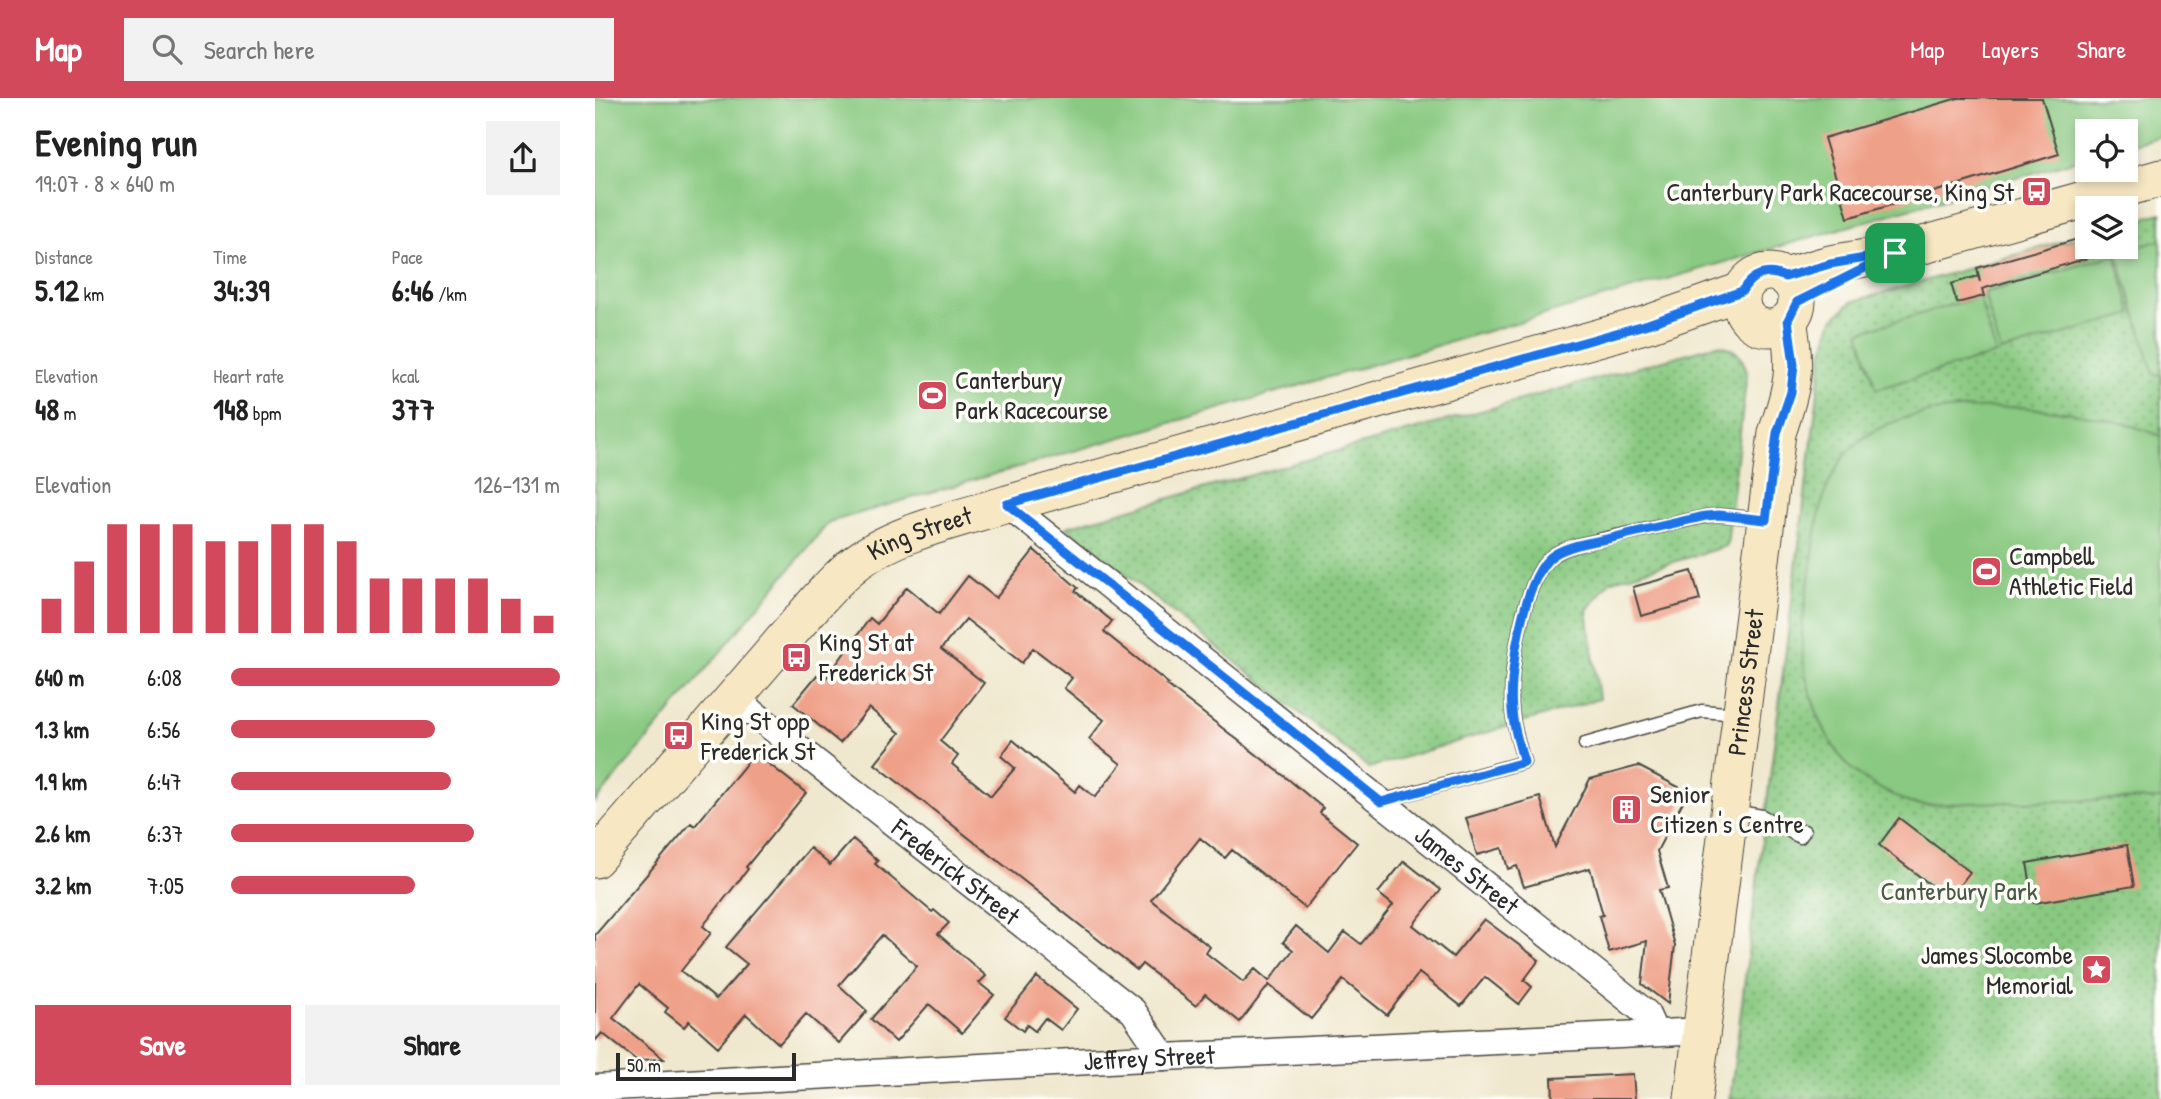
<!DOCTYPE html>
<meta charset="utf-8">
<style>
:root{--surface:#fff;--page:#f2f2f2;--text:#222;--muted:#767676;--accent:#d1495b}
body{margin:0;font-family:"Patrick Hand",sans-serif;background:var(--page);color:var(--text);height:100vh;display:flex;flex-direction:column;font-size:26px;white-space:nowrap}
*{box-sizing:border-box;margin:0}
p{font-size:23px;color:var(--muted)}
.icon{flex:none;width:38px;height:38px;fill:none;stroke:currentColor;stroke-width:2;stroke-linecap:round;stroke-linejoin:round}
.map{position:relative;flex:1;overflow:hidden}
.panel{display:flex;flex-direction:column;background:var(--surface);width:595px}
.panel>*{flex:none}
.buttons{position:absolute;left:1480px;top:21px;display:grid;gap:14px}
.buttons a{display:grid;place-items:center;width:63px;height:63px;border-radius:0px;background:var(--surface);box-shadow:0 4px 10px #0003;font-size:35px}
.scale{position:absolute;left:21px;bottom:18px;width:180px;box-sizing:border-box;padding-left:7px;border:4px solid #2b2b2b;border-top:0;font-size:19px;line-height:24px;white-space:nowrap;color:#2b2b2b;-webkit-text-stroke:5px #fdfcf7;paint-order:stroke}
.pin{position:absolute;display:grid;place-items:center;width:60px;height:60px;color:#fff;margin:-30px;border-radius:14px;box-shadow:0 4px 10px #0006}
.round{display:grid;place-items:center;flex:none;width:74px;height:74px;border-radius:0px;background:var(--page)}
.head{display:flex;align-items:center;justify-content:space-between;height:119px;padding:0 35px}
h1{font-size:38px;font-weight:800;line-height:52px}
.stats{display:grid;grid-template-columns:repeat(3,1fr);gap:10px;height:119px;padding:7px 35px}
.stats div{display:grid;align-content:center}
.stats b{font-size:30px;font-weight:800}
.stats small{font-size:19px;font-weight:400}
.stats p{font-size:19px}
.chart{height:196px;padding:14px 35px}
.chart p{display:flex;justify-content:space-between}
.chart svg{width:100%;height:126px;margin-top:7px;stroke:var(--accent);stroke-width:6}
.button{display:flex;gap:14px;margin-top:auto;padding:14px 35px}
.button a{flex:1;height:80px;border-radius:0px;background:var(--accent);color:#fff;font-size:28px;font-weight:800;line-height:80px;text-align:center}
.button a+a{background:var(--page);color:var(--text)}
ul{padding:0 35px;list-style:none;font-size:23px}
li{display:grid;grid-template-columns:112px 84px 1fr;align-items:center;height:52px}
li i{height:18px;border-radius:9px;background:var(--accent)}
header{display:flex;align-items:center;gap:42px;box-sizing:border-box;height:98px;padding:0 35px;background:var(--accent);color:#fff}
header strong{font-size:33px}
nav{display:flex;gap:38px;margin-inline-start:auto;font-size:24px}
.search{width:490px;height:63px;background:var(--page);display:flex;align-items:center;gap:18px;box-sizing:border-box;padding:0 24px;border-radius:0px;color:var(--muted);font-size:26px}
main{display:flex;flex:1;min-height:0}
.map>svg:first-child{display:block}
.park{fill:url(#park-dots);stroke:#5a7a56;stroke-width:2}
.garden{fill:#89c981;stroke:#5a7a56;stroke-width:2}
.building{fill:#efa089;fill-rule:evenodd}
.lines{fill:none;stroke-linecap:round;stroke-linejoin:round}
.lane-casing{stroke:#494743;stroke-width:15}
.street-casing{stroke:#494743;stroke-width:29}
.secondary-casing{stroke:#494743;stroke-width:39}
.lane{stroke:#fff;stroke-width:12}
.street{stroke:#fff;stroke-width:26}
.secondary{stroke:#f7e8c3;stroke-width:37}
.route-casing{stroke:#fff;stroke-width:14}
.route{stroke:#1a73e8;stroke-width:9}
.labels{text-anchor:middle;stroke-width:7;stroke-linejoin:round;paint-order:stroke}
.poi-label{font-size:26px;fill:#2b2b2b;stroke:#fdfcf7;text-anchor:start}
.street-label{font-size:26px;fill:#2b2b2b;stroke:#fdfcf7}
.park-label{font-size:26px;fill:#475a45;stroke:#fdfcf7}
</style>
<header>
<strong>Map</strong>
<div class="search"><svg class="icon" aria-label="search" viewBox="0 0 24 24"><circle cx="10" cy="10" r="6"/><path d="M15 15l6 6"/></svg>Search here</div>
<nav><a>Map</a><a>Layers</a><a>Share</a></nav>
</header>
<main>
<section class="panel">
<div class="head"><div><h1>Evening run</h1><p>19:07 · 8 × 640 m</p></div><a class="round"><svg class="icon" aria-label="share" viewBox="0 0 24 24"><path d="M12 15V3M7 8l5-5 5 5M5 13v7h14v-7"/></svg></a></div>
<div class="stats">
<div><p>Distance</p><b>5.12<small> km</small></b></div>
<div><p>Time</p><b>34:39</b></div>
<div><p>Pace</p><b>6:46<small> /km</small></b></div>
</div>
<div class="stats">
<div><p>Elevation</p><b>48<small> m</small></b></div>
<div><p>Heart rate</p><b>148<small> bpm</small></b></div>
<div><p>kcal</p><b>377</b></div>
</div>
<div class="chart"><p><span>Elevation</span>126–131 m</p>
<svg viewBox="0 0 160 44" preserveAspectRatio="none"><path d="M5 44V32M15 44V19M25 44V6M35 44V6M45 44V6M55 44V12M65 44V12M75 44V6M85 44V6M95 44V12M105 44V25M115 44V25M125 44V25M135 44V25M145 44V32M155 44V38"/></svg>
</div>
<ul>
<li><b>640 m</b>6:08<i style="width:100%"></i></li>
<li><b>1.3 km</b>6:56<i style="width:62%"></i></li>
<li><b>1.9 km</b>6:47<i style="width:67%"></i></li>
<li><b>2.6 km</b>6:37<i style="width:74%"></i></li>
<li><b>3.2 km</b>7:05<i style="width:56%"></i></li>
</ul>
<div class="button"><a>Save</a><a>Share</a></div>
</section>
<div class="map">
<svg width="1566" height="1001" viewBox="0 0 1566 1001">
<defs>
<pattern id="park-dots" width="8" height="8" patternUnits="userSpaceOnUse" patternTransform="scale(1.75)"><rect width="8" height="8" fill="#89c981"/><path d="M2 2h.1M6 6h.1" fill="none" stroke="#70a36a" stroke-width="1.8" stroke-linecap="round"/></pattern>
</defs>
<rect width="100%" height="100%" fill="#fdfcf7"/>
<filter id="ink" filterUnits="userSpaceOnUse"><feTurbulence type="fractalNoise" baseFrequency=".0143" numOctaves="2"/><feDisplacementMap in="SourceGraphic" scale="14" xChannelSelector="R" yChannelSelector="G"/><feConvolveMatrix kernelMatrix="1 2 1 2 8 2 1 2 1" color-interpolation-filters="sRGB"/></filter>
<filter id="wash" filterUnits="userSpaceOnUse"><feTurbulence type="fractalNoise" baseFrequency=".00686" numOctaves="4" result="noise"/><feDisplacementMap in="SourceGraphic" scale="28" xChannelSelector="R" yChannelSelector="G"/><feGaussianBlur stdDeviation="1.57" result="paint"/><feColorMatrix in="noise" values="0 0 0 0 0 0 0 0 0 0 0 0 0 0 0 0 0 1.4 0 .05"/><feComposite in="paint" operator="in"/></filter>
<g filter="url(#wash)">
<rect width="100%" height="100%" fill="#f0e8ce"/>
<path class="park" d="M1566 115V1001H1135L1228 253 1238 221 1256 204 1493 136V149H1531V125Z
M1122 247C1139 248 1148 258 1152 274L1132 448 1015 483 992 512 1004 601 774 670 471 429Z"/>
<path class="garden" d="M0 0H1566V38L1531 48V33H1493V59L234 424 0 704Z
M1566 142V276L1559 277 1522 155Z
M1520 157 1537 216 1406 254 1389 195Z
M1384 199 1401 256 1281 291 1264 234Z
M1425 309C1475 314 1519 319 1566 338V701C1502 702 1439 704 1375 705 1359 705 1325 710 1312 704 1297 697 1278 688 1265 678 1228 650 1205 580 1207 535 1208 510 1214 485 1217 461 1222 424 1227 382 1255 352 1297 308 1369 310 1425 309Z"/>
<g id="blocks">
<path class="building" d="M1363 0H1447L1464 56 1253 120 1229 40Z
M1493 138V160L1387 191 1389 198 1362 205 1356 186 1383 178 1385 184 1382 170Z
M439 452 483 490 480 493 517 523 509 534 574 586 572 587 693 681 728 710 725 715 762 745 710 810 637 752 630 760 605 740 556 802 615 849 611 855 648 884 660 871 674 883 698 852 688 844 701 828 734 855 750 834 766 846 798 807 783 795 809 763 846 792 818 827 858 859 889 821 944 862 929 882 937 889 924 906 890 879 866 908 824 875 792 917 748 882 716 921 674 887 645 924 610 896 601 908 547 866 542 872 280 666 305 635 274 610 245 645 198 606 222 577 229 583 275 520 282 526 312 489 344 516 373 478 401 500ZM371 521 427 565 438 550 477 580 469 590 509 622 494 641 526 666 500 699 485 687 480 694 418 642 406 658 420 670 396 698 357 666 363 658 345 643 389 585 346 551Z
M1097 473 1105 502 1046 518 1038 489Z
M160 655 211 695 151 769 153 771 108 828 116 835 86 873 121 901 152 866 131 849 215 750 235 767 258 741 283 763 280 766 337 814 339 812 354 825 343 836 391 878 384 885 399 897 367 935 334 906 301 944 276 921 322 868 287 837 244 887 272 913 244 945 211 916 184 946 151 916 123 949 94 923 89 929 70 914 73 910 44 886 18 920 69 961 41 962 7 935 0 943V837L96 725 100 728Z
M1043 668 1093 694 1062 753 1073 790 1064 792 1080 847 1073 906 1047 886 1052 843 1014 854 1004 818 1008 817 995 770 929 789 922 768 913 771 907 750 882 757 871 720 945 699 960 749 995 681Z
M1304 720 1375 774 1354 801 1284 747Z
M1532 747 1539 788 1439 805 1432 765Z
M442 879 482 911 466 932 450 920 440 933 432 927 428 933 410 919Z
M1038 976 1040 1001H958L957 980Z"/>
</g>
</g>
<g filter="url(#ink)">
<use href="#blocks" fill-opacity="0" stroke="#494743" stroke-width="2"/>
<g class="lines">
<defs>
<path id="lane" d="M990 646 1107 613 1143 616
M787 703 929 664C924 646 918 629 917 611 913 577 929 474 960 456 977 446 998 444 1017 439 1049 432 1080 425 1112 418L1124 417 1167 421
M1138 713 1167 718 1205 739 1209 733"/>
<g id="street">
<path id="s1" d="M412 406 1051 915 1060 935"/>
<path id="s2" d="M139 600 538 913 569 959"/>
<path id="s3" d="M0 990 569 959 1108 933"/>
</g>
<g id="secondary">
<circle cx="1174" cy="202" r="28"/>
<path d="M1190 179 1235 166 1300 155 1566 80"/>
<path id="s4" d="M0 761 222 503C233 491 244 478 257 468 296 435 364 421 412 406L1053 226 1147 193"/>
<path id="s5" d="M1098 1001 1182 335C1198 288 1202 271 1193 222"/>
</g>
</defs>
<use href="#lane" class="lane-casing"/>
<use href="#street" class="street-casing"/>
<use href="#secondary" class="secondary-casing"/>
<use href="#lane" class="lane"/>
<use href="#street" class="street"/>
<use href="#secondary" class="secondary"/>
</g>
</g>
<g class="lines" filter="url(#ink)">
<defs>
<path id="route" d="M1300 155 1202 204 1193 222 1199 267 1196 294 1182 335 1171 422 1124 417 1111 418C1080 425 1048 432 1017 440 998 444 977 446 960 456 929 474 913 577 917 612 918 629 924 647 929 664L786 704 412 406 1053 226 1147 193C1157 176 1172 171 1190 179L1235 166Z"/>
</defs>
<use href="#route" class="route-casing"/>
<use href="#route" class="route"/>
</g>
<defs>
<symbol id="bus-square" viewBox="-11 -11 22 22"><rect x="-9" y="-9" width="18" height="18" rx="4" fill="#d1495b" stroke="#fdfcf7"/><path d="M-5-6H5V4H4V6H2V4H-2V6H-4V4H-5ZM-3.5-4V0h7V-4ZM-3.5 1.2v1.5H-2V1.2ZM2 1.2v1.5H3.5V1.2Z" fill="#fff"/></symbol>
<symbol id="stadium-square" viewBox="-11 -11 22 22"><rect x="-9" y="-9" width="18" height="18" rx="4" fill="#d1495b" stroke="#fdfcf7"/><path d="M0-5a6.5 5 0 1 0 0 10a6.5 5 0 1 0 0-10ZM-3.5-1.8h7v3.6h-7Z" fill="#fff"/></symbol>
<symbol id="building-square" viewBox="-11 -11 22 22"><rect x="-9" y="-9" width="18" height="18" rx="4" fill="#d1495b" stroke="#fdfcf7"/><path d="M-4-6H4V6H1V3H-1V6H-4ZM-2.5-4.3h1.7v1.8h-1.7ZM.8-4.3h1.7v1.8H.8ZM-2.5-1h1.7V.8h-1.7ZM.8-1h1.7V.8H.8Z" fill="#fff"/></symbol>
<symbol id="sight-square" viewBox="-11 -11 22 22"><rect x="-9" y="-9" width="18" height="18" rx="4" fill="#d1495b" stroke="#fdfcf7"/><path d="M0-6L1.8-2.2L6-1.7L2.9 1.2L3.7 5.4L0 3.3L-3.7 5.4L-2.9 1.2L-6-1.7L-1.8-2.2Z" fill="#fff"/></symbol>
</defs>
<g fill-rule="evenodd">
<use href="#bus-square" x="1424" y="76" width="35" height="35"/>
<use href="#stadium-square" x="320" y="280" width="35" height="35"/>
<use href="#stadium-square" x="1374" y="456" width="35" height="35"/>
<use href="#bus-square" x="184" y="542" width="35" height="35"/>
<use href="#bus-square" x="66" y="620" width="35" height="35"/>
<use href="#building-square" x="1014" y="694" width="35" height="35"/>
<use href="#sight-square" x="1484" y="854" width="35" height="35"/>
</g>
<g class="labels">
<g class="poi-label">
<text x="1419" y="103" text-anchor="end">Canterbury Park Racecourse, King St</text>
<text x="360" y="291">Canterbury<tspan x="360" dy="30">Park Racecourse</tspan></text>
<text x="1414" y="467">Campbell<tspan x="1414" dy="30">Athletic Field</tspan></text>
<text x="224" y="553">King St at<tspan x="224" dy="30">Frederick St</tspan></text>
<text x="106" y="632">King St opp<tspan x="106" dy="30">Frederick St</tspan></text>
<text x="1055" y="705">Senior<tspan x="1055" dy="30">Citizen's Centre</tspan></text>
<text x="1478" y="866" text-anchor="end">James Slocombe<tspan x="1478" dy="30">Memorial</tspan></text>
</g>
<g class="street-label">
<text dy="9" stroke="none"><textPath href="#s4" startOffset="466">King Street</textPath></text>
<text dy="9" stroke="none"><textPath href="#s5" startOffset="420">Princess Street</textPath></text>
<text dy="9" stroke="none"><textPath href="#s1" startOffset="588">James Street</textPath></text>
<text dy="9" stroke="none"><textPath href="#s2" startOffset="282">Frederick Street</textPath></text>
<text dy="9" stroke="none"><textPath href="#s3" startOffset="555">Jeffrey Street</textPath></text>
</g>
<g class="park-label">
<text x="1364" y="802">Canterbury Park</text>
</g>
</g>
</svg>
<div class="buttons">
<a><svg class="icon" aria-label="locate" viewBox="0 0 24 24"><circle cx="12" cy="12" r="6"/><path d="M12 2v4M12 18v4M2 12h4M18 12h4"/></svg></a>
<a><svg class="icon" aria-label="layers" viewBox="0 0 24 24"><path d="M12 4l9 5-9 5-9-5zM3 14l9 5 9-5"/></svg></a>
</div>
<div class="scale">50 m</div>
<div class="pin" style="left:1300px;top:155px;background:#1e9e55"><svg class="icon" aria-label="arrive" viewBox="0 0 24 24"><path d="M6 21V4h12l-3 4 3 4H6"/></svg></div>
</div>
</main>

◇ ◇ ◇ ◇ ◇

Task objective = Check each line above for the word "SourceGraphic" and copy the ones that have it.

Result for this exercise =
<filter id="ink" filterUnits="userSpaceOnUse"><feTurbulence type="fractalNoise" baseFrequency=".0143" numOctaves="2"/><feDisplacementMap in="SourceGraphic" scale="14" xChannelSelector="R" yChannelSelector="G"/><feConvolveMatrix kernelMatrix="1 2 1 2 8 2 1 2 1" color-interpolation-filters="sRGB"/></filter>
<filter id="wash" filterUnits="userSpaceOnUse"><feTurbulence type="fractalNoise" baseFrequency=".00686" numOctaves="4" result="noise"/><feDisplacementMap in="SourceGraphic" scale="28" xChannelSelector="R" yChannelSelector="G"/><feGaussianBlur stdDeviation="1.57" result="paint"/><feColorMatrix in="noise" values="0 0 0 0 0 0 0 0 0 0 0 0 0 0 0 0 0 1.4 0 .05"/><feComposite in="paint" operator="in"/></filter>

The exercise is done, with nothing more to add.